SOURCE MATERIAL:
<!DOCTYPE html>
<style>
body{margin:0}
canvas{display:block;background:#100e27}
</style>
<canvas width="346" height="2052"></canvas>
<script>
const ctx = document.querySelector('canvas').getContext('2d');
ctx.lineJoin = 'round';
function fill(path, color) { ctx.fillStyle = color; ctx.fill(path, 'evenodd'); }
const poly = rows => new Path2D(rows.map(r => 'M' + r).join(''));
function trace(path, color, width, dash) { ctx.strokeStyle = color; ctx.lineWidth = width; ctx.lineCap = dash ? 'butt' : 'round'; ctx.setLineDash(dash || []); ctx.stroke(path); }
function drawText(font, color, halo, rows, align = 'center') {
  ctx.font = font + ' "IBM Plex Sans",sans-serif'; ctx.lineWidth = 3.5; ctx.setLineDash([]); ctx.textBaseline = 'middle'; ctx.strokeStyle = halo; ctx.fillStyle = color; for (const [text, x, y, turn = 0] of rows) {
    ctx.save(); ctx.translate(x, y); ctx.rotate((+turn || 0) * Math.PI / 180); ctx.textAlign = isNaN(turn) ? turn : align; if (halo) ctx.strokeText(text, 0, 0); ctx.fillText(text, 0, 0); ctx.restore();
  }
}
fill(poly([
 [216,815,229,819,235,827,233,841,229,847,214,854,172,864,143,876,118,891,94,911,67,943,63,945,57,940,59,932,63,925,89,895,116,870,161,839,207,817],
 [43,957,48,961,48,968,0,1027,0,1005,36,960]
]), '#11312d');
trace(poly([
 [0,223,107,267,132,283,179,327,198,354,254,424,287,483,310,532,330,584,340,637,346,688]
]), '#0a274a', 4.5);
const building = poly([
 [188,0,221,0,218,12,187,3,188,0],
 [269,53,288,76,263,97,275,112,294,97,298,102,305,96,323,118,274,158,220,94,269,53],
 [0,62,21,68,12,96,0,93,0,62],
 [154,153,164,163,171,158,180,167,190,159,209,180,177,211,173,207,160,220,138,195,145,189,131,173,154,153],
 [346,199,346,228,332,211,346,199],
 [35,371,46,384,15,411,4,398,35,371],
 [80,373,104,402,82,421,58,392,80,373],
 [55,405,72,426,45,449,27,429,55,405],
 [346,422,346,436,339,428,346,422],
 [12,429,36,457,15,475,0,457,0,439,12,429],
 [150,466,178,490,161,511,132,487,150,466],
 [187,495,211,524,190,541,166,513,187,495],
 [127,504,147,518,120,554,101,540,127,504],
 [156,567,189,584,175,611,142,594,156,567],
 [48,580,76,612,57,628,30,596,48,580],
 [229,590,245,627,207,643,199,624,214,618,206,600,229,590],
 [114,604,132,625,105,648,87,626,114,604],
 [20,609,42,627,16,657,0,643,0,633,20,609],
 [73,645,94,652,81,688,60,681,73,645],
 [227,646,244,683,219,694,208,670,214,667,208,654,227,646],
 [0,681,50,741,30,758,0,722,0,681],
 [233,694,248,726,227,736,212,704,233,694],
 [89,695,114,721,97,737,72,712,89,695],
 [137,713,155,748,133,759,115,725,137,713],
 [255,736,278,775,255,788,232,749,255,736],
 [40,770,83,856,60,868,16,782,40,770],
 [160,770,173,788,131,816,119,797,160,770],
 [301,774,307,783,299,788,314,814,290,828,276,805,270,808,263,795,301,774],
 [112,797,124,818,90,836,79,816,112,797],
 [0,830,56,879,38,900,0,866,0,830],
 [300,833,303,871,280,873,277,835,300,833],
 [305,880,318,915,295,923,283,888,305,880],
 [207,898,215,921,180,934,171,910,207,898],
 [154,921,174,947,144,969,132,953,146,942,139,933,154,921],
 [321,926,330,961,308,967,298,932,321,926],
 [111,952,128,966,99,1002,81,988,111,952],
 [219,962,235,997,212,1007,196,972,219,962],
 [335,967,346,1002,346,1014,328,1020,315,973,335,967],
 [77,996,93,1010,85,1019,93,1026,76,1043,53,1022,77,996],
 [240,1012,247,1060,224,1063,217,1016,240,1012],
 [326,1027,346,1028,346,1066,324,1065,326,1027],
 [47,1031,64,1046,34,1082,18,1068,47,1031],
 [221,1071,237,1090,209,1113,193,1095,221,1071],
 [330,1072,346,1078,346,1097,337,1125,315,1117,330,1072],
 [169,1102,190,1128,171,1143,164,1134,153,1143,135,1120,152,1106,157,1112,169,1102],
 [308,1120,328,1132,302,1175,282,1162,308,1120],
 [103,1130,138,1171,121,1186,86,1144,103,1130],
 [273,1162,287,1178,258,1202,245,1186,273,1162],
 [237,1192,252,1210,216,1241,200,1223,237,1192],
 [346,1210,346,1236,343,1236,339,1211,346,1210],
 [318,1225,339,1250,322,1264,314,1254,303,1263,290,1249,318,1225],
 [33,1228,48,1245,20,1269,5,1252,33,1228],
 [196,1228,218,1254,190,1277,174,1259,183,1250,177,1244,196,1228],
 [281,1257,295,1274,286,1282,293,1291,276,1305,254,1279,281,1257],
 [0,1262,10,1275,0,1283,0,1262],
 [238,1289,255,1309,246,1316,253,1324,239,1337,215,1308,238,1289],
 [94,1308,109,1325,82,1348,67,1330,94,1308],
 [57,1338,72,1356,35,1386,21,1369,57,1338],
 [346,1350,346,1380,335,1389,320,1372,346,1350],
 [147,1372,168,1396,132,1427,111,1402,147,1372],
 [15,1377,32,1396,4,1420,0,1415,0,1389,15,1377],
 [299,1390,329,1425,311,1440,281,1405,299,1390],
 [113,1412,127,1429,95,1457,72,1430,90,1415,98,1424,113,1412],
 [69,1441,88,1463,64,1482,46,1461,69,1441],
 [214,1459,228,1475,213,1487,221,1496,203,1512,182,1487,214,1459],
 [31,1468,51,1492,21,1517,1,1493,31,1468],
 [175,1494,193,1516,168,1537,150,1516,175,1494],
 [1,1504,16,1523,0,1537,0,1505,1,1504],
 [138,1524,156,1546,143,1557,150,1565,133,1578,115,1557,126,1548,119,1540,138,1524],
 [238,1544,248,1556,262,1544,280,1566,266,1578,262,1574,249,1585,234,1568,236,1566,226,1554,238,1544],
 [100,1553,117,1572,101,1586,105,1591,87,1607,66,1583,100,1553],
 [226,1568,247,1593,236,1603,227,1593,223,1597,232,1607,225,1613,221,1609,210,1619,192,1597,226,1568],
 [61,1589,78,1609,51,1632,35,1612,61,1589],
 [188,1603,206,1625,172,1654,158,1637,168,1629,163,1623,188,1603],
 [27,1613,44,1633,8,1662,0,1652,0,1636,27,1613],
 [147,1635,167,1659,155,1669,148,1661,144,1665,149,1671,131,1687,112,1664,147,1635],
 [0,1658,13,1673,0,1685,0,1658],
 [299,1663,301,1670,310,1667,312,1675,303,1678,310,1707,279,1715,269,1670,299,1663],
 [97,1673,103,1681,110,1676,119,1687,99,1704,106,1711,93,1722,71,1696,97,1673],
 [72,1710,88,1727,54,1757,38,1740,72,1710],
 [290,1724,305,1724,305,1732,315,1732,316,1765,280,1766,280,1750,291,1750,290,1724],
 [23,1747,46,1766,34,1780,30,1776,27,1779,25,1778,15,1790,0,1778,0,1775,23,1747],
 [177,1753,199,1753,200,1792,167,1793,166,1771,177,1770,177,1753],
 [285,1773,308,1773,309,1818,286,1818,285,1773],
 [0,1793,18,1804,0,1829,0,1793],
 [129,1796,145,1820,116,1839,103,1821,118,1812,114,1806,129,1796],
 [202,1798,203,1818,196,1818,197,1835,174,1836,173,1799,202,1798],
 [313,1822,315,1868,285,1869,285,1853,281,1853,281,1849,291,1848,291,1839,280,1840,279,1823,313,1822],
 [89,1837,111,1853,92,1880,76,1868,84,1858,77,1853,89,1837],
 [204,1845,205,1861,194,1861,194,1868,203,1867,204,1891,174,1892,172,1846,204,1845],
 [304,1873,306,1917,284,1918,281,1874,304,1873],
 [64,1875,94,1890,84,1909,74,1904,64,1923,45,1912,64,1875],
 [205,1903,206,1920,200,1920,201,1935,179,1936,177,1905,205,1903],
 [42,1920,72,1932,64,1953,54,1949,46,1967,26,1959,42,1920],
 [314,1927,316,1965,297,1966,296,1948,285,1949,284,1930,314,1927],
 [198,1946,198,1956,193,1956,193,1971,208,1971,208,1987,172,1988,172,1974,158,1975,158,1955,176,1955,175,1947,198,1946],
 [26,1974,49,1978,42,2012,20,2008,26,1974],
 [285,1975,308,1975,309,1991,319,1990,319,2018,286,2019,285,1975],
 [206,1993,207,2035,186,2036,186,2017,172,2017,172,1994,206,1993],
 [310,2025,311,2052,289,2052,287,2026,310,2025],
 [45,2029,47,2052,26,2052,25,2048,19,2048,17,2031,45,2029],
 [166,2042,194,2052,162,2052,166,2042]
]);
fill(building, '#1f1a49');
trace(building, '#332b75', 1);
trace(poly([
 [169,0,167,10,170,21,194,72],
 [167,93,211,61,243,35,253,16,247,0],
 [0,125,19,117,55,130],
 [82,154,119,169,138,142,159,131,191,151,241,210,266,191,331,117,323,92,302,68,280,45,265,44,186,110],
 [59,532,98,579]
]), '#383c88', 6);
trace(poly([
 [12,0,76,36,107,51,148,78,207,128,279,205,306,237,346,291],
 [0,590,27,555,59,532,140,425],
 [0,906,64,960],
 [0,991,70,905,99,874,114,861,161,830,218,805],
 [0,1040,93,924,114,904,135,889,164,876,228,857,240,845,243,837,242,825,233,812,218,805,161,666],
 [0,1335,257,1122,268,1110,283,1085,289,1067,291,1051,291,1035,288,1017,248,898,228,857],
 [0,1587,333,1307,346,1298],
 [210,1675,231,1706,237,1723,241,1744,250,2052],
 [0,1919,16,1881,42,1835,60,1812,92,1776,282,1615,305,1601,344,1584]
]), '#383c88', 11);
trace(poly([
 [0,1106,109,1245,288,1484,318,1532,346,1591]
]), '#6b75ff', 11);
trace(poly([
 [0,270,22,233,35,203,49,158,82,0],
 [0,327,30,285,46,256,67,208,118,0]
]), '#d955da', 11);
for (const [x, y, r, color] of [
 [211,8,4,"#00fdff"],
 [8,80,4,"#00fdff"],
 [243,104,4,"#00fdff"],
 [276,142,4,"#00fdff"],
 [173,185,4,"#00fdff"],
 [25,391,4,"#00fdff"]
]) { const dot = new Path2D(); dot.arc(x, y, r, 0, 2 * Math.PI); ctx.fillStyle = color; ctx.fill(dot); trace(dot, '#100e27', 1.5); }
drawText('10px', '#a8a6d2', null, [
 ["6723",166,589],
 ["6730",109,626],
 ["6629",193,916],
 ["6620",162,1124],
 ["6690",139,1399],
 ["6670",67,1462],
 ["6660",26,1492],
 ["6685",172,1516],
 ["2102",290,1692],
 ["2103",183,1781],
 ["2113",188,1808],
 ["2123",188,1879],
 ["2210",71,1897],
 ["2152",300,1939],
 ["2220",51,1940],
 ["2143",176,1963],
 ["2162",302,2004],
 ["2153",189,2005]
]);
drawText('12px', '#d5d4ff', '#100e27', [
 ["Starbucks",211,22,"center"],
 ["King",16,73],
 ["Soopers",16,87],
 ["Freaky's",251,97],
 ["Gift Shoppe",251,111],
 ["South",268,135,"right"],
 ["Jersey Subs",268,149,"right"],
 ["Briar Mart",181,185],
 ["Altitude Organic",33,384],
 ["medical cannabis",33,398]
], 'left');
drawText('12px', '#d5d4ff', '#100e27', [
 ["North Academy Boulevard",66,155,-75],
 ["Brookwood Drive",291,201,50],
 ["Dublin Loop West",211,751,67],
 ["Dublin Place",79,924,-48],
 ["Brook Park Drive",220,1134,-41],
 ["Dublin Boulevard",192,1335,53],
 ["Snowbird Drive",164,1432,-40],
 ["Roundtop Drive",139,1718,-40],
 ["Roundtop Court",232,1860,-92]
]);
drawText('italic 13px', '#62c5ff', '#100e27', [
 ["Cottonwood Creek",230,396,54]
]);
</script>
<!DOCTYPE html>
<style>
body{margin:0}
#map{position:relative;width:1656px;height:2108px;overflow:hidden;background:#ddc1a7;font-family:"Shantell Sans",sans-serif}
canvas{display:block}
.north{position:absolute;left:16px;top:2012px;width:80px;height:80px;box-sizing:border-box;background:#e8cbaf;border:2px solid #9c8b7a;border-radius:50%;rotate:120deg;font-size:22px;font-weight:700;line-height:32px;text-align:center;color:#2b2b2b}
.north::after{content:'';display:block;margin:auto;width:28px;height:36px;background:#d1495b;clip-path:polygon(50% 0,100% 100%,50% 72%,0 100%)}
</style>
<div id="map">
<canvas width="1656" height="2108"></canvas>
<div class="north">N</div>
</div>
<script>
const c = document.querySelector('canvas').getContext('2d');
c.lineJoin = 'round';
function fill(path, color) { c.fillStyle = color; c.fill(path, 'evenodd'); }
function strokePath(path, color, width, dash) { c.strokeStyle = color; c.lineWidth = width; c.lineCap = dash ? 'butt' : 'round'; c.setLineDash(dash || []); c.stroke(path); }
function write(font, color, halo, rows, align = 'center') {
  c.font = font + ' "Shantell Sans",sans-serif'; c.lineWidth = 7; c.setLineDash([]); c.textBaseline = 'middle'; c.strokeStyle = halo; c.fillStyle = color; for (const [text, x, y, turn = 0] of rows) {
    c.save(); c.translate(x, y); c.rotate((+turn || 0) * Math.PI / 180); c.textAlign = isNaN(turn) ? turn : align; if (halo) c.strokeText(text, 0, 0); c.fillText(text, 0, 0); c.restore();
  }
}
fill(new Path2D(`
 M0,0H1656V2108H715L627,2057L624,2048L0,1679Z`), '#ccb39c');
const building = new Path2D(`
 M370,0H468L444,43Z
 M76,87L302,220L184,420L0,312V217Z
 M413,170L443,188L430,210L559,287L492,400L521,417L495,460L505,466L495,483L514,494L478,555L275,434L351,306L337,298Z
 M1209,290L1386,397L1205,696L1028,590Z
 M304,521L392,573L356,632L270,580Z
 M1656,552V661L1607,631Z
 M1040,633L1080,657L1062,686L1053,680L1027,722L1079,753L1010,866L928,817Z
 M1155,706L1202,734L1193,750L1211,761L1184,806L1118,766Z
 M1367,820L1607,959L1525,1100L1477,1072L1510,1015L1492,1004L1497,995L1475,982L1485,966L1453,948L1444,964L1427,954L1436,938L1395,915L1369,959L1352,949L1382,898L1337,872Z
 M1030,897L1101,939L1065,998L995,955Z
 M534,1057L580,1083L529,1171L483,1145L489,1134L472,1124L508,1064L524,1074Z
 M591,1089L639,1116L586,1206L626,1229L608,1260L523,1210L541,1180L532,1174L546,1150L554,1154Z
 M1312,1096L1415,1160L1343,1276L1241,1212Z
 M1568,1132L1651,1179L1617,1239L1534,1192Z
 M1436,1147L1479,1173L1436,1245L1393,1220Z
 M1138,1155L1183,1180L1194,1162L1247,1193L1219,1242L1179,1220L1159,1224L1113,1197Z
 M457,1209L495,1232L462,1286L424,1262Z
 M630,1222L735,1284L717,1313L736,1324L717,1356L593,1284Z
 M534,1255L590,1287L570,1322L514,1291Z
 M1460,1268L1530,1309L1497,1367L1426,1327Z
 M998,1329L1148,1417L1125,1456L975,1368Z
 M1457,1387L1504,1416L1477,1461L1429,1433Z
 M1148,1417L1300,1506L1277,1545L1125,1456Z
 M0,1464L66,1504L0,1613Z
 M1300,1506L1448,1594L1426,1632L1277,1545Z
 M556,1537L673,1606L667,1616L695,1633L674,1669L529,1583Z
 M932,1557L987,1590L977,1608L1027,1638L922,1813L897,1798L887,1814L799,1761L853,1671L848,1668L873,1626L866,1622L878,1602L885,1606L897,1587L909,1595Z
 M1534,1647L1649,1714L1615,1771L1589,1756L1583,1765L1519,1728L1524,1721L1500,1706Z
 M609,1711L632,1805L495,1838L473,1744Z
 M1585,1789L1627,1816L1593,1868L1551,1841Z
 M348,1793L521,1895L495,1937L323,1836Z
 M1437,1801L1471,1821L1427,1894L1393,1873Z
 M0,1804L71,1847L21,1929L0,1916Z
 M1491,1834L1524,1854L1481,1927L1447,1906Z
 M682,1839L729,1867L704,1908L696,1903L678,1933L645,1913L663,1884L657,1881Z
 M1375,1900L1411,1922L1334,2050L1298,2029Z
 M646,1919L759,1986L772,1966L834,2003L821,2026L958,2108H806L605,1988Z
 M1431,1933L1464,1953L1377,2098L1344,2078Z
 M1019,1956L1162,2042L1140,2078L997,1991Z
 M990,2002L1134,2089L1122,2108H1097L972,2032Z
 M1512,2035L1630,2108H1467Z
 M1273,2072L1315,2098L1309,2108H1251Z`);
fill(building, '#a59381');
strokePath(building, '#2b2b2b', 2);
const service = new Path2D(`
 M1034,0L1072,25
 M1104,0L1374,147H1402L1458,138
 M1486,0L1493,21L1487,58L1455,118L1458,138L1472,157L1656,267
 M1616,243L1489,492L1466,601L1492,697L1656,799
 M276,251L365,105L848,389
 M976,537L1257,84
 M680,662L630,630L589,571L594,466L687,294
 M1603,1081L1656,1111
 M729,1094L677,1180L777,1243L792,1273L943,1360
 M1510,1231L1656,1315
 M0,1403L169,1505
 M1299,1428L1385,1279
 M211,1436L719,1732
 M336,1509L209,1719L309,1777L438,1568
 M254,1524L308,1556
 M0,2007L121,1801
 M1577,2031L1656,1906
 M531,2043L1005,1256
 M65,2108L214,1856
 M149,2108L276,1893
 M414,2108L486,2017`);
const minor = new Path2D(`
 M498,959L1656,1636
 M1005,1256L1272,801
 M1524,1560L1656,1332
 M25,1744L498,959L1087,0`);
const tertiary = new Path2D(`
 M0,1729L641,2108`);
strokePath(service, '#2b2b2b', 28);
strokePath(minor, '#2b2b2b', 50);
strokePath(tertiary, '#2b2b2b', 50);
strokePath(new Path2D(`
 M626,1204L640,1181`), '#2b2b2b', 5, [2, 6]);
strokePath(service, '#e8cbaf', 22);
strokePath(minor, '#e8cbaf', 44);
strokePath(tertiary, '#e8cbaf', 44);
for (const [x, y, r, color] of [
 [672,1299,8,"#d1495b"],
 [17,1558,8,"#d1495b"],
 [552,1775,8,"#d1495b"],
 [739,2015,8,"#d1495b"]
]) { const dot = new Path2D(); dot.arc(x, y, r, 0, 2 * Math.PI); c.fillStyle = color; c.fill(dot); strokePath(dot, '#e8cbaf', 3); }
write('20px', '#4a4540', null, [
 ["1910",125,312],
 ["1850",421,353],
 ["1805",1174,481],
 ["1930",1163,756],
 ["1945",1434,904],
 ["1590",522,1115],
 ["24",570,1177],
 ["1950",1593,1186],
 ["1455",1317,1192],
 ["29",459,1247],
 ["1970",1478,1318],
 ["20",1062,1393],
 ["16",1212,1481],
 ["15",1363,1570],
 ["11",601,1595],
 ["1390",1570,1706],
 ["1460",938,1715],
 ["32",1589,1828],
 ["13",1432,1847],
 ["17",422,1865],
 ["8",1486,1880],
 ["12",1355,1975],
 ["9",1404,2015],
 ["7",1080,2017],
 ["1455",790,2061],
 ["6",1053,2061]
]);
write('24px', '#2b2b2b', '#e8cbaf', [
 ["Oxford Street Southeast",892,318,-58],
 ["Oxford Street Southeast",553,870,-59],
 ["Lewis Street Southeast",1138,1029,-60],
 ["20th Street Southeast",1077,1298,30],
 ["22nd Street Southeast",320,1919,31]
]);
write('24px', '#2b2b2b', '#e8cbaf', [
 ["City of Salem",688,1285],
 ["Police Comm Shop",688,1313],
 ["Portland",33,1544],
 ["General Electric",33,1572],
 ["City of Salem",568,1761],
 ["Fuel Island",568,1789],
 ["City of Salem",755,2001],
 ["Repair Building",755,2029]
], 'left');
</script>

PROBLEM REQUIREMENTS:
Among the lines above, find the ones containing "lineJoin" and copy them.

YOUR RESPONSE:
ctx.lineJoin = 'round';
c.lineJoin = 'round';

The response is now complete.